Try it: Go over the data and copy out each line with "compass" in it.

Source material:
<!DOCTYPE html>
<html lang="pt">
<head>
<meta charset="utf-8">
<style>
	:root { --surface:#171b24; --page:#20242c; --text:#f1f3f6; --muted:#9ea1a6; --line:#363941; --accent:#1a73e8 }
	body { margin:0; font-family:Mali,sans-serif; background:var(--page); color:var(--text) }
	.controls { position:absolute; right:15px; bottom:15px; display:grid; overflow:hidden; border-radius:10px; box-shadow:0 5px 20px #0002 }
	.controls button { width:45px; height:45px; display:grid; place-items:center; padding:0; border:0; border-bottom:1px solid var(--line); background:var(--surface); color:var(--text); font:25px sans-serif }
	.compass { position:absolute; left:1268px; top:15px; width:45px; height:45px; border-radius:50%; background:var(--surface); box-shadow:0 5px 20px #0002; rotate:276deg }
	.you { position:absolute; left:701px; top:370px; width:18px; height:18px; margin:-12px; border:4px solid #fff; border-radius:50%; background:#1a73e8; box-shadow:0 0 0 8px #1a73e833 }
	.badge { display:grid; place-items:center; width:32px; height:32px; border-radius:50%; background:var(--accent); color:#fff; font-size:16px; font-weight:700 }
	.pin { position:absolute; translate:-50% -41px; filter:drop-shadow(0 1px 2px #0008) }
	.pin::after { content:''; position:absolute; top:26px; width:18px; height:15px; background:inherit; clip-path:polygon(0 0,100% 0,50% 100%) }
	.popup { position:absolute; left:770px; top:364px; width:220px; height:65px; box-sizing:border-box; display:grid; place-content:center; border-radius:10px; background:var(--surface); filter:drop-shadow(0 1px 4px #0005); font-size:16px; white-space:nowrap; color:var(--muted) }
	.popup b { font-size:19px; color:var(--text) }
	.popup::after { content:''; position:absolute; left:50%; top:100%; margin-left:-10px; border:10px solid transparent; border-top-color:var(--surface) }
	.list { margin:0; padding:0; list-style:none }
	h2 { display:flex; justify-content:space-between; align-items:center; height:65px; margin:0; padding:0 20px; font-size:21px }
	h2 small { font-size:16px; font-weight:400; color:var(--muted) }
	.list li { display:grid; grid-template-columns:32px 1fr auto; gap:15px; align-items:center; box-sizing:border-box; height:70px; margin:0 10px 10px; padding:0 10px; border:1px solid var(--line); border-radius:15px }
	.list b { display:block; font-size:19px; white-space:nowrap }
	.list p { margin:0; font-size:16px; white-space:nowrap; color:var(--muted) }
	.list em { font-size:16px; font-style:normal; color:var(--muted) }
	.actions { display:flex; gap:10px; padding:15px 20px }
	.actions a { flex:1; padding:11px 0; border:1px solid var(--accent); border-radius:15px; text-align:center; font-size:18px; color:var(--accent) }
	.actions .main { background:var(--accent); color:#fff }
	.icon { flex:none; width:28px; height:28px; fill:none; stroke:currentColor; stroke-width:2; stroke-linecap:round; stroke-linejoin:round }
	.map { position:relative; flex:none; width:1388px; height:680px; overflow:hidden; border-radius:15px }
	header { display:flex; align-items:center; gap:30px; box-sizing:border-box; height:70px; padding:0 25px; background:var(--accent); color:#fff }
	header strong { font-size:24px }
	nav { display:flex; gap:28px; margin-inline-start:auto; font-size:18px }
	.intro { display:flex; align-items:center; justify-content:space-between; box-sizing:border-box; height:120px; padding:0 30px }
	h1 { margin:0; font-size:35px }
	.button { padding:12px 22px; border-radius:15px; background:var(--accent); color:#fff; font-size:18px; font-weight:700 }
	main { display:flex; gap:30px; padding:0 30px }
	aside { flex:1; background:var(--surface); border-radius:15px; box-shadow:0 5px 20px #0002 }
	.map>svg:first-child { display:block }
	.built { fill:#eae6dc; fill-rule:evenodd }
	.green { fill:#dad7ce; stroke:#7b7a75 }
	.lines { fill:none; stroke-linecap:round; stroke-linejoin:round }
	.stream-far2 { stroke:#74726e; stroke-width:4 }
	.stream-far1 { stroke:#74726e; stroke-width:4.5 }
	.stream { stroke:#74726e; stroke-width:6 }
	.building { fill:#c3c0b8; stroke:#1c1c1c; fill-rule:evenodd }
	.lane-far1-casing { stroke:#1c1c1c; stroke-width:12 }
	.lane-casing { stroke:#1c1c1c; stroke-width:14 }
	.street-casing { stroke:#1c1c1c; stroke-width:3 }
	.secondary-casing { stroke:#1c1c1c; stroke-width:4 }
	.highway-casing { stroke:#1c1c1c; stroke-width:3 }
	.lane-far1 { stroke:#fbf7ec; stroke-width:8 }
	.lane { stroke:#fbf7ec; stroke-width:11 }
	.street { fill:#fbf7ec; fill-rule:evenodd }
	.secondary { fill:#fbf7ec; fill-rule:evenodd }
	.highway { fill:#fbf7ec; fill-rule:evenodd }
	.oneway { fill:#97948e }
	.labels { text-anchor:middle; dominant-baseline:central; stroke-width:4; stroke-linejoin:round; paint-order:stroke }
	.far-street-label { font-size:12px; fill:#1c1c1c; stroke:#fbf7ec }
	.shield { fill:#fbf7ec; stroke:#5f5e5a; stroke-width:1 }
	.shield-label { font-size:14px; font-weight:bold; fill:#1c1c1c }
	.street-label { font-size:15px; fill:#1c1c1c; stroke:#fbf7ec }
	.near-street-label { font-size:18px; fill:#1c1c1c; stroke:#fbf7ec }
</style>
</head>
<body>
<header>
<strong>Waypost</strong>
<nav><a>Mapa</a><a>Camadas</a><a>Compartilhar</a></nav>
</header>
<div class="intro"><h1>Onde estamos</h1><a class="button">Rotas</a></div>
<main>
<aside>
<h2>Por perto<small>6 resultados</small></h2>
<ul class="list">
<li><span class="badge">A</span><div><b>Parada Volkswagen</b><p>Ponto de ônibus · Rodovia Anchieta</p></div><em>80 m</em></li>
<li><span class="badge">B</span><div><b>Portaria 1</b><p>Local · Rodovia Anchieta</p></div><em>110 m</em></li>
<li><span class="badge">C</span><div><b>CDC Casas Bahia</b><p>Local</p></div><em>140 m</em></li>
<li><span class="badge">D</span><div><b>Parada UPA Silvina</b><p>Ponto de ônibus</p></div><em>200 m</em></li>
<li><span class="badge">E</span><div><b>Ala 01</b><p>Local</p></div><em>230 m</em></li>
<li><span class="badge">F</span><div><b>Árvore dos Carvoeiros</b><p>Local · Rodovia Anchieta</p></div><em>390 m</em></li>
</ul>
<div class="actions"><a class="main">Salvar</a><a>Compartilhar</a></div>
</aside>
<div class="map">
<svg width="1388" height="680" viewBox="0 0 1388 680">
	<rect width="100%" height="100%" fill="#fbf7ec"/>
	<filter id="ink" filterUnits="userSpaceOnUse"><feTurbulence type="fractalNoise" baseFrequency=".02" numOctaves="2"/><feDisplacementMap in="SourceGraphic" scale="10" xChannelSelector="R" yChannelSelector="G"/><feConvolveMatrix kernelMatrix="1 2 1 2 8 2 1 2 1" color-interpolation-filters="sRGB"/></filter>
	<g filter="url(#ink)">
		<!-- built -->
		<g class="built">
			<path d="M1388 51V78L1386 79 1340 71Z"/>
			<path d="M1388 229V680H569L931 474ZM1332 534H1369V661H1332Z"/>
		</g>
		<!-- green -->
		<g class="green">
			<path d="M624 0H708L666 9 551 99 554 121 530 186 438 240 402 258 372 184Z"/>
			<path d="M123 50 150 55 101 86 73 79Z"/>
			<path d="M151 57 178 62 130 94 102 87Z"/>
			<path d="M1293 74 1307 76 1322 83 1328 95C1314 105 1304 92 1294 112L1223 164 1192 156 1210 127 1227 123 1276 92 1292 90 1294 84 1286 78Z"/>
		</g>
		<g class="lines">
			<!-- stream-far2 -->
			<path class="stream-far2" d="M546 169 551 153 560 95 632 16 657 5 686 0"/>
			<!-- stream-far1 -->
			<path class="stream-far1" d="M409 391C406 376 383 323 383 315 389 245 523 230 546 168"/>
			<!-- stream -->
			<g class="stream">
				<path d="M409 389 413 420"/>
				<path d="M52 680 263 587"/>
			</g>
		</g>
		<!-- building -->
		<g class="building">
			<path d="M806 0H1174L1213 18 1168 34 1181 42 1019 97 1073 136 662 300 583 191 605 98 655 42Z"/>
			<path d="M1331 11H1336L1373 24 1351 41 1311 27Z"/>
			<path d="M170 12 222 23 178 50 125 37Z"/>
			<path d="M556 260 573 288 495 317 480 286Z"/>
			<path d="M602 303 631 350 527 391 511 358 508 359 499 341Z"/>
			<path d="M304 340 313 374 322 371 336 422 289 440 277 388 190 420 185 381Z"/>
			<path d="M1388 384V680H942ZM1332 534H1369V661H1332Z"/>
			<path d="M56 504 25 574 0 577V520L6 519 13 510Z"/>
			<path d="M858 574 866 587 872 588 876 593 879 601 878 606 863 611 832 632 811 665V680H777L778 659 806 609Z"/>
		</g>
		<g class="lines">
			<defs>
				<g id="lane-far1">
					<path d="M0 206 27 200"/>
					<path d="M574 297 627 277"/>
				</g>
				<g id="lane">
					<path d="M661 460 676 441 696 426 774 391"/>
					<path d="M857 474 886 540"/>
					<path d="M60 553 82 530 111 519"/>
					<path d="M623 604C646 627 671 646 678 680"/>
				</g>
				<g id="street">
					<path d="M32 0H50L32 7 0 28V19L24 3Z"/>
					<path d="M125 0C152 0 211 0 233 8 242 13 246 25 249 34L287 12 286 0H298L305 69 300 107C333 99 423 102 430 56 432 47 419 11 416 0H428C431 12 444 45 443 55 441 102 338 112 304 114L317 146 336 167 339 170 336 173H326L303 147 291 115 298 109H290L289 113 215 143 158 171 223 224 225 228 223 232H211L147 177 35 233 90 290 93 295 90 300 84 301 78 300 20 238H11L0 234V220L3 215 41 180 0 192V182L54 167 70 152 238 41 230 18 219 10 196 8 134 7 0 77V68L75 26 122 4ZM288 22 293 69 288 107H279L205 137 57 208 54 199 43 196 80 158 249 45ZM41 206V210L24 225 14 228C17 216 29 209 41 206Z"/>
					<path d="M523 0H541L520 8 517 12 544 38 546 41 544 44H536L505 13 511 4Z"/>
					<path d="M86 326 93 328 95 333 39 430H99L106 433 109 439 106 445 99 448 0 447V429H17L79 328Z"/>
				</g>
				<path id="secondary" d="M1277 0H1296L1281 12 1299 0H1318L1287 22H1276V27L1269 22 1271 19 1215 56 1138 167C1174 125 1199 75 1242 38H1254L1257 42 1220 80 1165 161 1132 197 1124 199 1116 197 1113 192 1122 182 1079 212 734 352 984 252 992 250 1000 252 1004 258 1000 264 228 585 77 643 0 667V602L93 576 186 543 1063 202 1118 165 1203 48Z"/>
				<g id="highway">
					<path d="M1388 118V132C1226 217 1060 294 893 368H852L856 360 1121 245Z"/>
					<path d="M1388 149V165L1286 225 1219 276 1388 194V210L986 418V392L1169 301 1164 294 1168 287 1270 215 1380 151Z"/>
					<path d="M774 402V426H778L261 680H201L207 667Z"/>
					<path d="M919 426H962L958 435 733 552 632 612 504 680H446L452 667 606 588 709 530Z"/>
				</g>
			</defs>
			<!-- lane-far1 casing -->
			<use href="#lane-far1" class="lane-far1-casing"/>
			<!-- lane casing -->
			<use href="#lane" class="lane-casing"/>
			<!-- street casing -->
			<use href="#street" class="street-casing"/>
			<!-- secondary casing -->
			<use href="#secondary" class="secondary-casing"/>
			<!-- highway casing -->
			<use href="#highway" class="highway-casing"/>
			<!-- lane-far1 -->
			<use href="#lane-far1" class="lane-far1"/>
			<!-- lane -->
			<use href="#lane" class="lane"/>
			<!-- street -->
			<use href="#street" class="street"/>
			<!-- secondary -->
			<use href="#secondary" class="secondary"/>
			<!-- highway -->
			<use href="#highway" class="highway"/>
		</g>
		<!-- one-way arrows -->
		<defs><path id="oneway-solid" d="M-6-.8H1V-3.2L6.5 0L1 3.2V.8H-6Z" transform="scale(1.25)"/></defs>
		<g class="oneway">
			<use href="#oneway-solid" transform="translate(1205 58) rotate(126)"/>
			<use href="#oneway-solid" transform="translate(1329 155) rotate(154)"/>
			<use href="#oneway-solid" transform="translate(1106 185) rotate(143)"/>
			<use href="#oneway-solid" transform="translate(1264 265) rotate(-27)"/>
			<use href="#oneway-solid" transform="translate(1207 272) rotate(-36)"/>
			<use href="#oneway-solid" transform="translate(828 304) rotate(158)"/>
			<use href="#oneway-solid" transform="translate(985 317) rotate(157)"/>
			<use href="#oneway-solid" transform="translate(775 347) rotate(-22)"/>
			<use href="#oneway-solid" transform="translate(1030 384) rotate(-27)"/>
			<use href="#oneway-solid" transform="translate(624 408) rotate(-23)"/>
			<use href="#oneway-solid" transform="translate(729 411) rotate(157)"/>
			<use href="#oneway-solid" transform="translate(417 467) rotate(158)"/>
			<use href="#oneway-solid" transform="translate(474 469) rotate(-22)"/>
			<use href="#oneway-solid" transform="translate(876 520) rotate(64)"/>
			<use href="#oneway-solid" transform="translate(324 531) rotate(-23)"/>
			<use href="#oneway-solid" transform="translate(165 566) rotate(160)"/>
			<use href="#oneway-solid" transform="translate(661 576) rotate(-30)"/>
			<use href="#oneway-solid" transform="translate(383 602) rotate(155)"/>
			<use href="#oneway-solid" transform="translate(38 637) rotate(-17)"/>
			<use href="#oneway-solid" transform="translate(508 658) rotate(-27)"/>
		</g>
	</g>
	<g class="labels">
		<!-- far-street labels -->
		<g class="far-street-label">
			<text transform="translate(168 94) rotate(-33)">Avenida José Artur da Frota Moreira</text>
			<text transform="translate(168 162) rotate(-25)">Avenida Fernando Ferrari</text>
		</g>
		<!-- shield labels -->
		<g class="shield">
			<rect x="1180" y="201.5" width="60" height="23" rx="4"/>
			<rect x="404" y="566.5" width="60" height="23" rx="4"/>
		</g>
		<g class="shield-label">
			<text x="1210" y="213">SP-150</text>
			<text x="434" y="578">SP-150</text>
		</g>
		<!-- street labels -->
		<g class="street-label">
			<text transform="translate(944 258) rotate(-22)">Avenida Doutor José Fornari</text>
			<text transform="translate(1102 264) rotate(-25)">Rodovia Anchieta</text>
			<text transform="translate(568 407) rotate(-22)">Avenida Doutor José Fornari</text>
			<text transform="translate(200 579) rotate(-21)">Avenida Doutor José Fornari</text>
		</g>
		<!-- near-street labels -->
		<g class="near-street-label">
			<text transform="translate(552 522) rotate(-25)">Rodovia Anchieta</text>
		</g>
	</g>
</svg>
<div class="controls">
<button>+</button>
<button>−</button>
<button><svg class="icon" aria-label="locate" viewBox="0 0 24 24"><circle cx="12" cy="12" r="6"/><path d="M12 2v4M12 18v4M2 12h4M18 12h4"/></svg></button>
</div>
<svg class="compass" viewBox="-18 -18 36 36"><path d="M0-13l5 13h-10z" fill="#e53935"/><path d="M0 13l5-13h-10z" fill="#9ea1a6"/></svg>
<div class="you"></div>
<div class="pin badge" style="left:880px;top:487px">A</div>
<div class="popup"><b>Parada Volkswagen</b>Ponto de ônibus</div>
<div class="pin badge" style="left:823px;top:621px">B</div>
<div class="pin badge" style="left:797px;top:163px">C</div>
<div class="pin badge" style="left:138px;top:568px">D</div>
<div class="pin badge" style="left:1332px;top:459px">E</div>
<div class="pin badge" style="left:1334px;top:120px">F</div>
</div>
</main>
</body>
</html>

Output of the exercise:
	.compass { position:absolute; left:1268px; top:15px; width:45px; height:45px; border-radius:50%; background:var(--surface); box-shadow:0 5px 20px #0002; rotate:276deg }
<svg class="compass" viewBox="-18 -18 36 36"><path d="M0-13l5 13h-10z" fill="#e53935"/><path d="M0 13l5-13h-10z" fill="#9ea1a6"/></svg>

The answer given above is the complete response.